Johannesburg - Tighthead prop Jannie du Plessis may not have had the best of Super Rugby seasons for the woeful Sharks but found a rich vein of form to silence his detractors.
Sharks front-rankers Du Plessis and Beast Mtawarira have been severely criticised by pundits and armchair experts alike for what they perceived to be an indifferent year.
“I don’t think I doubted at any time of the year whether I still have the desire or the skills but unfortunately our season at the Sharks didn’t go as planned,” Du Plessis said.
“It was never because of a lack of trying but I am really happy that we can play better when it matters most.”
Although a host of talented, albeit inexperienced, players came to the fore this year, Springbok coach Heyneke Meyer persisted with his tried and tested combinations.
Du Plessis rewarded Meyer for showing faith in the Bok stalwart with two laudable performances against Australia and New Zealand.
He anchored a strong Springbok scrum in both matches while he was also bustling in the loose.
The South African scrum lost some impetus in consecutive weeks when the Bethlehem strongman left the field.
His presence was sorely missed in the final stages of the defeat to New Zealand when he left the field thanks to a knee injury.
His replacement Vincent Koch also had to leave the field in the 62nd minute resulting in uncontested scrums due to both tightheads injured.
“It is actually not sore, it just feels weird, we don’t really know what it is at the moment but it looks like a medial ligament but by grace maybe I will be good,” Du Plessis said.
“I am a quick healer and even if they take a staple gun and staple it on and I can run, I can be good.”
Du Plessis admitted on Saturday the criticism he came under this season did have an influence on his personal life.

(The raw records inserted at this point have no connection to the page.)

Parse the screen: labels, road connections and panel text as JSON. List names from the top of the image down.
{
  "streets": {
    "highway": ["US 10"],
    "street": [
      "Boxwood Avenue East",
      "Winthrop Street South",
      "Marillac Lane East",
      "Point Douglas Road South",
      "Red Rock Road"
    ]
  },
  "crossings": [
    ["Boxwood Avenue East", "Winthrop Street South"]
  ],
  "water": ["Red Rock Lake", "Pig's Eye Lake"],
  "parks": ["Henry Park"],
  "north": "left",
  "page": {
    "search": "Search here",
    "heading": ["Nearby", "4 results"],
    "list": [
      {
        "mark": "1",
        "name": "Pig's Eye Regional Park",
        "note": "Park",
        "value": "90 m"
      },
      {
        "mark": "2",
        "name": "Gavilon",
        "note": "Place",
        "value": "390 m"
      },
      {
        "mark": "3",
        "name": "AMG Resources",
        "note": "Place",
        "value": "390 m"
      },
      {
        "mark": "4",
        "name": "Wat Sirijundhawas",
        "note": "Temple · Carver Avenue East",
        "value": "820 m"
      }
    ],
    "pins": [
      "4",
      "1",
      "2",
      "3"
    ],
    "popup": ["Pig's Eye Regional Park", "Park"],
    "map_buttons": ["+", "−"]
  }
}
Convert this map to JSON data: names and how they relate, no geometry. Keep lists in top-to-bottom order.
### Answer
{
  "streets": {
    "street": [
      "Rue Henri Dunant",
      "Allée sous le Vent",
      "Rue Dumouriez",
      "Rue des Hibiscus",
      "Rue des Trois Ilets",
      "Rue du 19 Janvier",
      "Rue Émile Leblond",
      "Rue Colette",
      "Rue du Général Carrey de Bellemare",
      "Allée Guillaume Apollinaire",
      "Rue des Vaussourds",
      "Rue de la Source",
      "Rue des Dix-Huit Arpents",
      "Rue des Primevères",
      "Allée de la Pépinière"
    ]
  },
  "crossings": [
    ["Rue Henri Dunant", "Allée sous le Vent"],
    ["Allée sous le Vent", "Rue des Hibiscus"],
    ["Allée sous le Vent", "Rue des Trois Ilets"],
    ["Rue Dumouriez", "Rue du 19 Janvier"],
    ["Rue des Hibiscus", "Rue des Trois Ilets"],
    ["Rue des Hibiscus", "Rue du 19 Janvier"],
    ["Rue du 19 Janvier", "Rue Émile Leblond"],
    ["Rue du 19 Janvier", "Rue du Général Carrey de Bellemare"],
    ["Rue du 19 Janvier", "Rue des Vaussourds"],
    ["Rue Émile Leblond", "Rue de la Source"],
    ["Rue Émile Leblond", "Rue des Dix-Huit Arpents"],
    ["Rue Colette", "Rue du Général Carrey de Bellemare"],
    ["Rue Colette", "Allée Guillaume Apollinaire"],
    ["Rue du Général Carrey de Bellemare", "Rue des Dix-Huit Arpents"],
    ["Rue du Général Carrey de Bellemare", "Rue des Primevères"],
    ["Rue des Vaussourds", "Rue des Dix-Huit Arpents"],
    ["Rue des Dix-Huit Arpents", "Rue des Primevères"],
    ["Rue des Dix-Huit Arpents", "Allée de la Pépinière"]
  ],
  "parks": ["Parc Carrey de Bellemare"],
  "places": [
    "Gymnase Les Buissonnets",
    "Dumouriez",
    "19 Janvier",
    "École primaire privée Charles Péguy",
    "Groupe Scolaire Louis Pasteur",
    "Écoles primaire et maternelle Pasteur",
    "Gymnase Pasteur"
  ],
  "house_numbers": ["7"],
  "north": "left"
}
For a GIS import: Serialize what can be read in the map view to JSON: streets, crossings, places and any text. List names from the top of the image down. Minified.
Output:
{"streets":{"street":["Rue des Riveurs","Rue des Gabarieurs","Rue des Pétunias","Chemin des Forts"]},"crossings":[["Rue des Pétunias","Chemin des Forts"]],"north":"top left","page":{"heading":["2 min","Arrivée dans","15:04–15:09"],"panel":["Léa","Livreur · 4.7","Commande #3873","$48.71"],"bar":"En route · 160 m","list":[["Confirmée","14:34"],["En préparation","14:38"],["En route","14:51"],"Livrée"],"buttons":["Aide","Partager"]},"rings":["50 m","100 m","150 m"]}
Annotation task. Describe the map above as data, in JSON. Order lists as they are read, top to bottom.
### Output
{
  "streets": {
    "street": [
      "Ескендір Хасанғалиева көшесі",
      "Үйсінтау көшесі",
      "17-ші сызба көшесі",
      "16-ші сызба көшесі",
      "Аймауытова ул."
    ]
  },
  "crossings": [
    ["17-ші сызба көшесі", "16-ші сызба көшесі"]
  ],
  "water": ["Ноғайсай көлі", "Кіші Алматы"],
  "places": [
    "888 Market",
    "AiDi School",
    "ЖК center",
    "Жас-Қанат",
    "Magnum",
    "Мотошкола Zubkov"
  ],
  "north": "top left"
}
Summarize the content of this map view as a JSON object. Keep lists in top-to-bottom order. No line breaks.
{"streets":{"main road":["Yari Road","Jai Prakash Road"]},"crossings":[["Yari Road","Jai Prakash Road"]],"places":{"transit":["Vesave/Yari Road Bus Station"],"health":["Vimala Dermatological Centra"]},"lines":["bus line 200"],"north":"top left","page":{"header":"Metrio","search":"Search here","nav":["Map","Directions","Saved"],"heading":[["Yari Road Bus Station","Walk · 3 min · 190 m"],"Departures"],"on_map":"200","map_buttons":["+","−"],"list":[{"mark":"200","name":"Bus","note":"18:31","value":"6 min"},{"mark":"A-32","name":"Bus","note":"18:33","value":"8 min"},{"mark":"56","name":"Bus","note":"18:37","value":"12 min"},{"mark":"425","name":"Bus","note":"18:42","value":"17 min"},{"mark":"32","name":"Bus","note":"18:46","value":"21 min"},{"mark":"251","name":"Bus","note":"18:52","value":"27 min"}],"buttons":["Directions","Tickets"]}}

“It is a very lonely place if you don’t have a successful season, then it is easy to find mistakes and criticism as such,” he said.
“If you give me one guy that it doesn’t affect, I will give you a liar, so it does affect you but as a player you’ve had enough criticism to know how to deal with it and to know whose opinion really counts.
“But the thing is it hurts your family because they read it more than you and people confront them.”
The 32-year-old brushed the criticism aside and sent a strong message that he is anything but a spent force.
“If you play rugby long enough and read in the papers that you are s#*t enough times, you have to pick yourself up,” he said.